MAHKEMESİ : İSTANBUL ANADOLU 1. İŞ MAHKEMESİ (KARTAL 1.İŞ)TARİHİ : 25/09/2012NUMARASI : 2010/1434-2012/842DAVA :Davacı, kıdem tazminatı, ihbar tazminatı alacaklarının ödetilmesine karar verilmesini istemiştir. Yerel mahkeme, isteği hüküm altına almıştır. Hüküm süresi içinde davalı avukatı tarafından temyiz edilmiş olmakla, dava dosyası için Tetkik Hakimi tarafından düzenlenen rapor dinlendikten sonra dosya incelendi, gereği konuşulup düşünüldü: Y A R G I T A Y K A R A R I A) Davacı İsteminin Özeti:Davacı vekili dava dilekçesinde özetle, müvekkili davacı işçinin iş akdinin işveren tarafından haksız ve bildirimsiz olarak feshedildiğini iddia ederek kıdem tazminatı ve ihbar tazminatı alacaklarının davalıdan tahsilini talep etmiştir.B) Davalı Cevabının Özeti:Davalı vekili cevap dilekçesinde özetle, davanın reddini talep etmiştir. C) Yerel Mahkeme Kararının Özeti:Mahkemece, davanın kabulüne karar verilmiştir.D) Temyiz:Kararı davalı yasal süresi içerisinde temyiz etmiştir.E) Gerekçe:1-Dosyadaki yazılara toplanan delillerle kararın dayandığı kanuni gerektirici sebeplere göre davalının aşağıdaki bendin kapsamı dışında kalan temyiz itirazları yerinde değildir.2-Taraflar arasındaki uyuşmazlık davacıya ödenen kıdem ve ihbar tazminatların davacının alacağından mahsubunun gerekip gerekmediği konusunda toplanmaktadır.Davalı tarafça bilirkişi raporuna itiraz ile birlikte sunulan belgeye göre davacı işçiye kıdem tazminatı adı altında 1.719,90 TL ödendiği anlaşılmaktadır.
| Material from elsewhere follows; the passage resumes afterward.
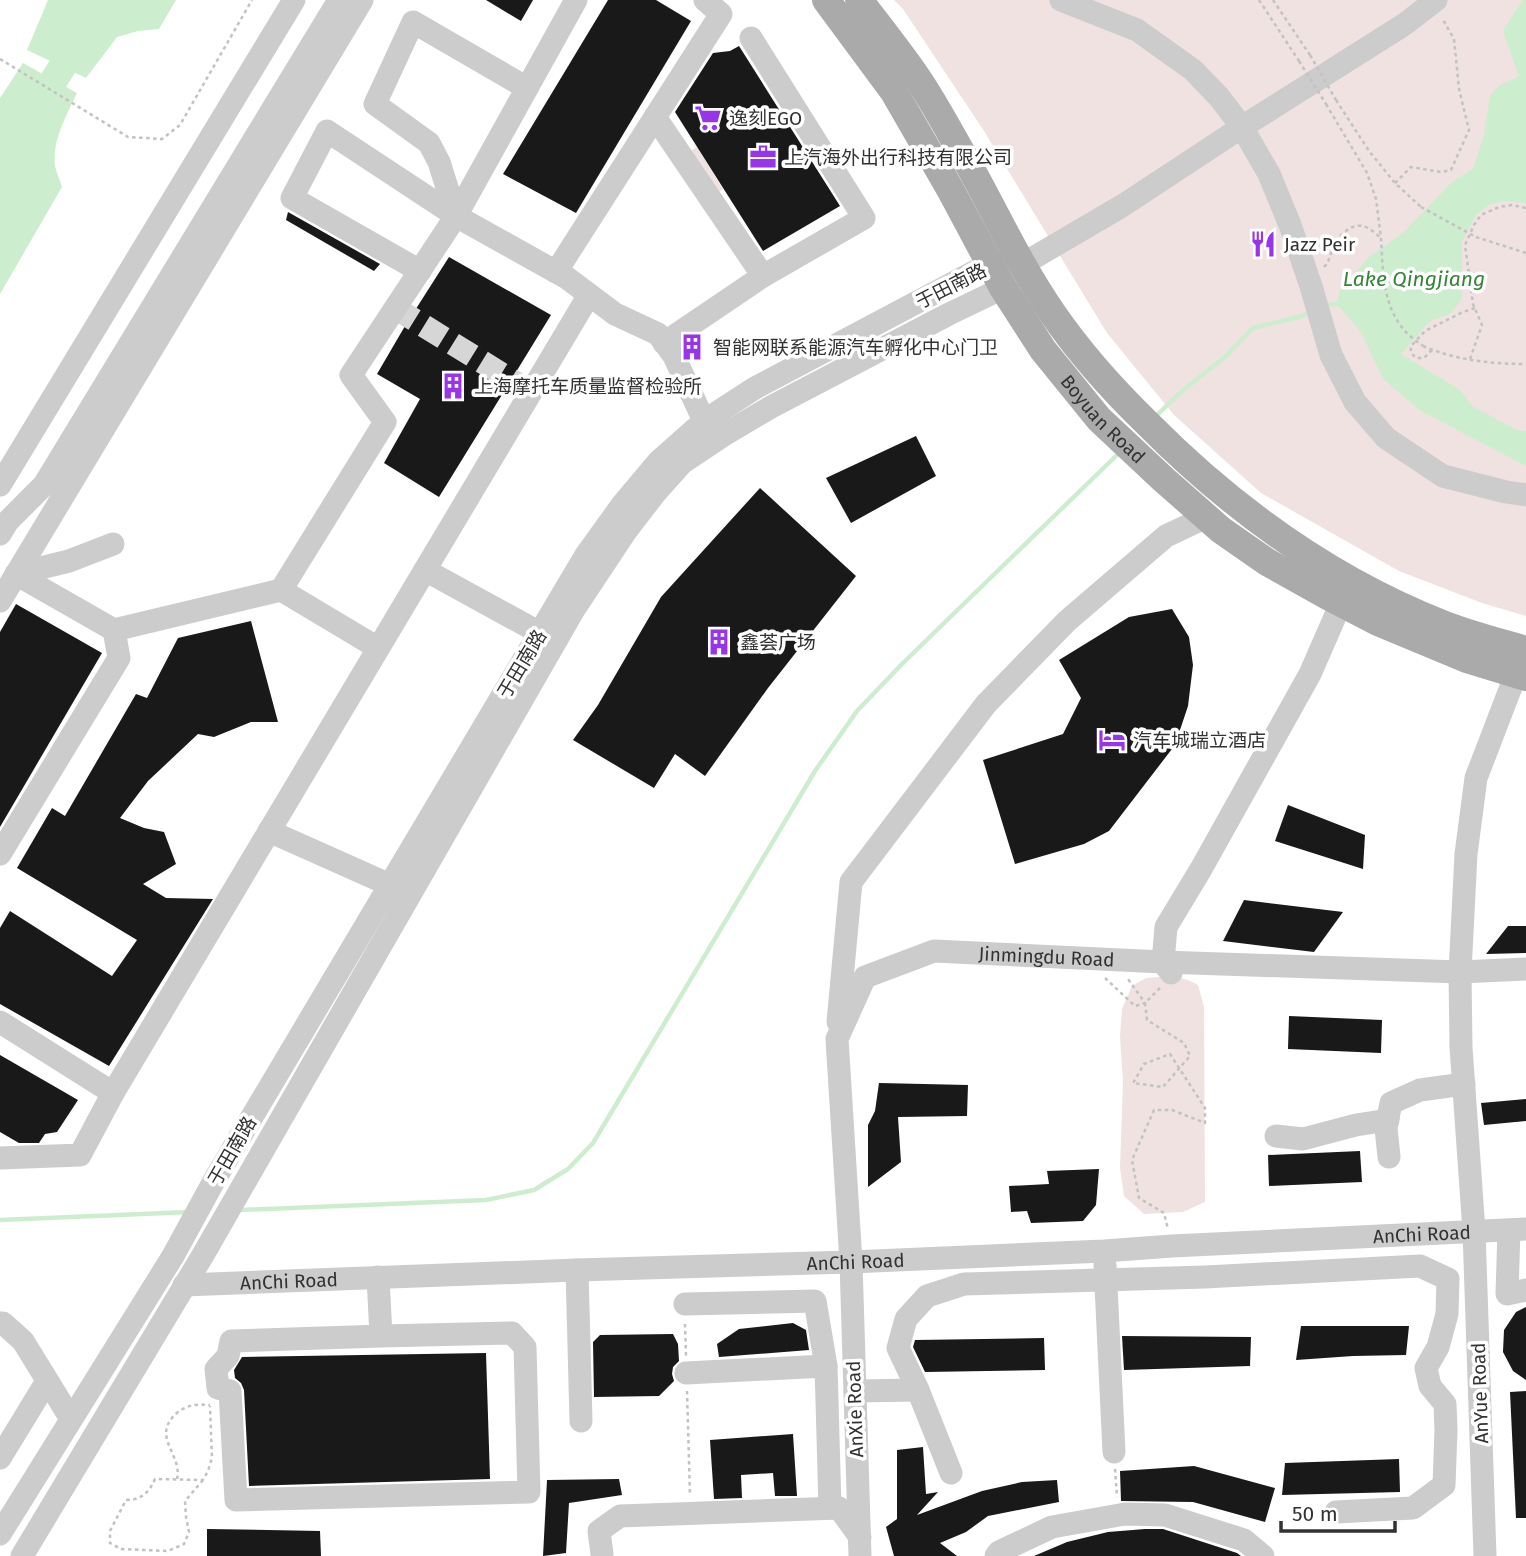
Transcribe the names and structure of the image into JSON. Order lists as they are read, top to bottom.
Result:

Ödenen bu miktarın yasal faizi ile birlikte fesih tarihine kadar hesaplanarak hak ettiği kıdem tazminatından mahsubu gerektiğinin düşünülmemesi hatalıdır. Ayrıca aynı döneme ilişkin olarak davacıya 769,70 TL ihbar tazminatı ödendiğine ilişkin davalı tarafça sunulan işletme hesabı defteri söz konusu olup davacıya da sorulmak suretiyle defterdeki kaydın doğruluğu araştırılıp, ödemenin varlığı ve alacakları tam olarak karşıladığının anlaşılması halinde söz konusu dönemin tasfiye edildiğinin aksi halde mahsubu gerektiğinin düşünülmemesi hatalı olup, bozmayı gerektirmiştir.F) Sonuç:Temyiz olunan kararın, yukarıda yazılı sebeplerden dolayı BOZULMASINA, 20.10.2014 tarihinde oybirliğiyle karar verildi.